My Barista Journey to Belonging by Natalie Brendle

If you’ve ever been to college, you may understand the struggle of college debt. Many get to go to college and worry about paying it off later. Others have had to go straight to work once they start classes. I was the latter. I had one semester free from any work, and then, for the rest of college, I had to plan my classes around my work schedule.



During my second semester of college, I became a barista at one of the most popular shops in town. Though I was not the biggest fan nor knowledgeable about coffee at all, I thought being a barista would be fun. I always saw it as a very artistic job, a cool person's job. Never did I know how long I’d work or how much I’d grow to love it. For four months I worked at this shop, learning the art of coffee. It was always busy and it was never a dull moment - from flirtatious rich men, to cranky interesting regulars. It was the dream for me.


Of course, all dreams come to an end. And I had to go back home for summer break...

Naturally, I pursued another coffee job.


I ended up getting a job at one of the local coffee shops in my town. They practically teased me for my lack of knowledge on the art of coffee. At this shop, there was no joking around. Coffee was their trademark. So, I had to learn. I didn’t realize how little my first job educated me - They had more automatic machines that did everything for you except steaming!



Meanwhile, this shop was completely manual. I had to learn dialing every morning, pouring shots, steaming milk, proper pour overs, fresh press, etc. The amount of information was highly overwhelming, but I started to grow in knowledge and skill. Pretty soon, I was making “latte art.”

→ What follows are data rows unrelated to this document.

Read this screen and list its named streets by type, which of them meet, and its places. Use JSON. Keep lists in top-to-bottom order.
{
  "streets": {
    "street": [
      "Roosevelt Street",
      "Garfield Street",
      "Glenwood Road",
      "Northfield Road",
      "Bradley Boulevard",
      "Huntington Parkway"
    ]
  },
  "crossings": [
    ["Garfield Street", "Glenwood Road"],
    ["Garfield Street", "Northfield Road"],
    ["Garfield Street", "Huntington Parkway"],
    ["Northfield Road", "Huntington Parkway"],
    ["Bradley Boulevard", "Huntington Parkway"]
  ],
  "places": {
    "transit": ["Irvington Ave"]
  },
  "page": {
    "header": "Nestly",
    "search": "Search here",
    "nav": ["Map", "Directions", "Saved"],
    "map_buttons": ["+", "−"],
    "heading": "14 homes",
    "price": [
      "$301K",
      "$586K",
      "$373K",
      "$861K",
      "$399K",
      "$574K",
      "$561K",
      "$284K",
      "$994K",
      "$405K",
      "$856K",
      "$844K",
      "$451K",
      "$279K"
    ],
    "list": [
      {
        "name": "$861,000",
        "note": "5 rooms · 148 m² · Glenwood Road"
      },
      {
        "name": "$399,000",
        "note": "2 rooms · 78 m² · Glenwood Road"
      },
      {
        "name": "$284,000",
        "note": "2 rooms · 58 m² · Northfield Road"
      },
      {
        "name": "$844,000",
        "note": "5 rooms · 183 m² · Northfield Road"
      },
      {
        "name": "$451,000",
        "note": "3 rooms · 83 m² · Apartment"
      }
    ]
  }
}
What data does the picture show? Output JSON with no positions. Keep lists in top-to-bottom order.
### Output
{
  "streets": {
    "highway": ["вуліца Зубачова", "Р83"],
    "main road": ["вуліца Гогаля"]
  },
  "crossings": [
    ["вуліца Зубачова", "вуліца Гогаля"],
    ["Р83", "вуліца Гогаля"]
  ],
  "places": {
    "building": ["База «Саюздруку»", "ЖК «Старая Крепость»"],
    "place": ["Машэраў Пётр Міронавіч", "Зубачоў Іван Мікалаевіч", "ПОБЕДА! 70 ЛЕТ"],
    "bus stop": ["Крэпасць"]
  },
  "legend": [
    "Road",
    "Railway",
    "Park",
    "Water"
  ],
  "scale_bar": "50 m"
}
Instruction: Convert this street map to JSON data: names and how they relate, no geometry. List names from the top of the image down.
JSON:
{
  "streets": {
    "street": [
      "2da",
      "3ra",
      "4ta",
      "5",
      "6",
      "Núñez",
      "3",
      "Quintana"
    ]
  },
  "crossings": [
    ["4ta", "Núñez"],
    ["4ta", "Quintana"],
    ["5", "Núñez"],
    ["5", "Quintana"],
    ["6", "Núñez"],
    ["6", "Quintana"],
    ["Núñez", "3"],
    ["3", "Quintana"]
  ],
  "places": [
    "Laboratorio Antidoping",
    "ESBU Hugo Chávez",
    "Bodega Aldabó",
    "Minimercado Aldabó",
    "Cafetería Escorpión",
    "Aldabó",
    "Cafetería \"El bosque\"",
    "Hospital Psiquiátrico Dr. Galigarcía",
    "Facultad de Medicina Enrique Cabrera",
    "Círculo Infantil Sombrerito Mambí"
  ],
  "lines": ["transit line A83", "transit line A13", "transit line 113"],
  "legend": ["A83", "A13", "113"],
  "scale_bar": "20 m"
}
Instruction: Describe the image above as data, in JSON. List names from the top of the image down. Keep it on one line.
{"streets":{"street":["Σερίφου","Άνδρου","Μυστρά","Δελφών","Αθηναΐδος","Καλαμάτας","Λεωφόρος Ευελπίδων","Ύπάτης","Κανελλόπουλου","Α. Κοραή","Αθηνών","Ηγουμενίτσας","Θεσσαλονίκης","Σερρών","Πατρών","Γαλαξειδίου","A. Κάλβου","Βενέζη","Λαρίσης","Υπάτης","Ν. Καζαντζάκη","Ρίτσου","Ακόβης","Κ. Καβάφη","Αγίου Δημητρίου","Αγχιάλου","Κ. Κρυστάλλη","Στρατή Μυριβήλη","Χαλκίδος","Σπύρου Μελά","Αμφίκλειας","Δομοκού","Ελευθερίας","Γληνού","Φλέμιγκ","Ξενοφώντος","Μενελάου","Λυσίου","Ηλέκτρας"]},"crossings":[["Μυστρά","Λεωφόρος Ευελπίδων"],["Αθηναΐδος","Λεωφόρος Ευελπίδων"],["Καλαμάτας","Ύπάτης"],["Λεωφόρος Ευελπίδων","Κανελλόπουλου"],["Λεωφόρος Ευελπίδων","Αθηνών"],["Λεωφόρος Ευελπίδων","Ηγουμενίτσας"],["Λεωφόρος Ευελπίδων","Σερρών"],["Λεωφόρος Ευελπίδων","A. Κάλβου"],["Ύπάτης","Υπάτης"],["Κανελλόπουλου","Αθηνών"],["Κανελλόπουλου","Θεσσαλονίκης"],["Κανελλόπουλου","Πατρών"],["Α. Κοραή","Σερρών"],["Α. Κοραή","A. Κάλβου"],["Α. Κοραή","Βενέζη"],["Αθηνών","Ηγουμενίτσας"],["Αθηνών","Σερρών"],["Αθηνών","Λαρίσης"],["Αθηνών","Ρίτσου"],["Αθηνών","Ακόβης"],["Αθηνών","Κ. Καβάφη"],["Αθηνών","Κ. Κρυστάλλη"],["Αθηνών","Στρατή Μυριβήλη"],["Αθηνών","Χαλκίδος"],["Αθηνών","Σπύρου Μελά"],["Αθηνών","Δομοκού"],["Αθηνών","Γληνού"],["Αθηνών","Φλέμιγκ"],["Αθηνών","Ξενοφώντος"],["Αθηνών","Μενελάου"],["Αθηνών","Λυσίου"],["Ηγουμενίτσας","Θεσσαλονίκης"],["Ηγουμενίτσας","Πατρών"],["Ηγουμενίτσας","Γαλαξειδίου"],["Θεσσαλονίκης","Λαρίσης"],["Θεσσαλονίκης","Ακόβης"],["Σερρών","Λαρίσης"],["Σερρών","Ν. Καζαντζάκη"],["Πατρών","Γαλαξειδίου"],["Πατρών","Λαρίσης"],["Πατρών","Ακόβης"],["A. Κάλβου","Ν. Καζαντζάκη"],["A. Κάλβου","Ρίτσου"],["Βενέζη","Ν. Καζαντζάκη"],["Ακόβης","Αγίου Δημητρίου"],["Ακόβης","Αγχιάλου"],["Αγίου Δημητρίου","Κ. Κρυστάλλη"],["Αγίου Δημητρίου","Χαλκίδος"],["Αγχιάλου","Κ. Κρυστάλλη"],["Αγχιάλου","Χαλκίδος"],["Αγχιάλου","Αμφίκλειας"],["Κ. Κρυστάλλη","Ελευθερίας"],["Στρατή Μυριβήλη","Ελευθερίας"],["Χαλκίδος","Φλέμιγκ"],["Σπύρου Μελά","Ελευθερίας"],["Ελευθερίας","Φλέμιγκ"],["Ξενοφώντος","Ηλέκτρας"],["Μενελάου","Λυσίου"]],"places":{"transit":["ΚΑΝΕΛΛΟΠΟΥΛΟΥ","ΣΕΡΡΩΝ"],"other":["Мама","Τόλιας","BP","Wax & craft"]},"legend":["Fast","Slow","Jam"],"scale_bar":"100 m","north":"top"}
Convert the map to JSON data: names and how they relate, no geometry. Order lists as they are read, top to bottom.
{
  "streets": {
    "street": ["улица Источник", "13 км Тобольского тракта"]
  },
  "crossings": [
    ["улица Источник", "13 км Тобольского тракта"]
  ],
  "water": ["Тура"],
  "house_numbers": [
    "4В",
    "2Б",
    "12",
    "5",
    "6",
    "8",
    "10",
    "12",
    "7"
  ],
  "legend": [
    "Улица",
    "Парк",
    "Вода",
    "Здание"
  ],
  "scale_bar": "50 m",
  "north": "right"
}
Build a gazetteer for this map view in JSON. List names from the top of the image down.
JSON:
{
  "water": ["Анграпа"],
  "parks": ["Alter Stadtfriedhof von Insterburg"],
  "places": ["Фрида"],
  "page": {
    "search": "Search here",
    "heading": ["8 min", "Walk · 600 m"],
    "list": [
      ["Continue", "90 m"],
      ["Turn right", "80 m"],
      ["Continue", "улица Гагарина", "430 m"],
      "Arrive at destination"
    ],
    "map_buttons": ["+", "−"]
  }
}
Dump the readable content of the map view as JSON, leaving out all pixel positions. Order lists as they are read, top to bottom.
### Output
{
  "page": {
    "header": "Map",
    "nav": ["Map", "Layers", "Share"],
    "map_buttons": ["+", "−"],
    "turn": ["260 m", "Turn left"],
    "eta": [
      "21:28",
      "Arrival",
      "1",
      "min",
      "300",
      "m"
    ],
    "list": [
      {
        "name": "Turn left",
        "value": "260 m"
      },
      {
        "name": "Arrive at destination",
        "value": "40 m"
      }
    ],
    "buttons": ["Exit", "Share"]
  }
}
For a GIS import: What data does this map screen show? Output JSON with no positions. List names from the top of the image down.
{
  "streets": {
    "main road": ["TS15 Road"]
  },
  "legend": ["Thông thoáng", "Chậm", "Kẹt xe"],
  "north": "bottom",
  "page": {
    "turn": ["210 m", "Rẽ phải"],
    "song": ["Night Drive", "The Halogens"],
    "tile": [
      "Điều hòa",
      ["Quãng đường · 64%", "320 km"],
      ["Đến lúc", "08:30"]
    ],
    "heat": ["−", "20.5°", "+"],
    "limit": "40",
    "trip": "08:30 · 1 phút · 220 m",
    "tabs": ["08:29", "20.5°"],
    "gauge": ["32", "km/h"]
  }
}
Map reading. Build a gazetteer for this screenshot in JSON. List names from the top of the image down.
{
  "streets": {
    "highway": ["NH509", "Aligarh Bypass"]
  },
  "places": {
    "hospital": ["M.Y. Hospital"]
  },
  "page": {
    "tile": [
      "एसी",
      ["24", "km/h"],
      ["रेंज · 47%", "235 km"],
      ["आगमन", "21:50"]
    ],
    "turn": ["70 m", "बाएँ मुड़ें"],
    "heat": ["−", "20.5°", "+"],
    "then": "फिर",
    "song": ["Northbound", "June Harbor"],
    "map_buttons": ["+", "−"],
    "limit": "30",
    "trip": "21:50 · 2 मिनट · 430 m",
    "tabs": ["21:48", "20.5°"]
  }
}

Looking back now at the designs that I was most proud of, I’m struck by the realization that they no longer seem as impressive as I thought, knowing even more now.

Summer ended, and I returned back to the first coffee shop. Noticing my increased knowledge of the art, they asked me to start training every barista. There would be nights dedicated to getting the perfect milk or practicing art. It was fun, but I did miss the big coffee focus of the other shop.


In the years I worked, at college and at my hometown, things changed.

I helped that first shop open a new location. Although, this company became more about profit than it was about coffee or customer mindset in this second location. Slowly, I eased back to the first original shop I worked at.


At my hometown shop, most people I started with either quit or were fired, so it never felt the same. One of the winters I returned home, my boss who hired me, was fired. The current manager didn’t know me, and didn’t take me back, so I was out of the job.

I decided to go back on the market for a new coffee shop.


I found a shop just outside my hometown that was looking for a shift lead for a time, and asked if I could fill in. This was the 4th shop I’d been able to work at in the 2 years since I began. They were a non-profit, with all the proceeds going to fighting human trafficking.


I loved this mission, and I loved everyone there. The environment was very different from any other I worked at. It was more relaxed, with the focus on great coffee, great community, and a great mission. The only shift leads were myself and one other barista. Everyone else volunteered their time. I made some great connections and great friends. But alas, winter break ended, and I was back at the very first shop that I had started at.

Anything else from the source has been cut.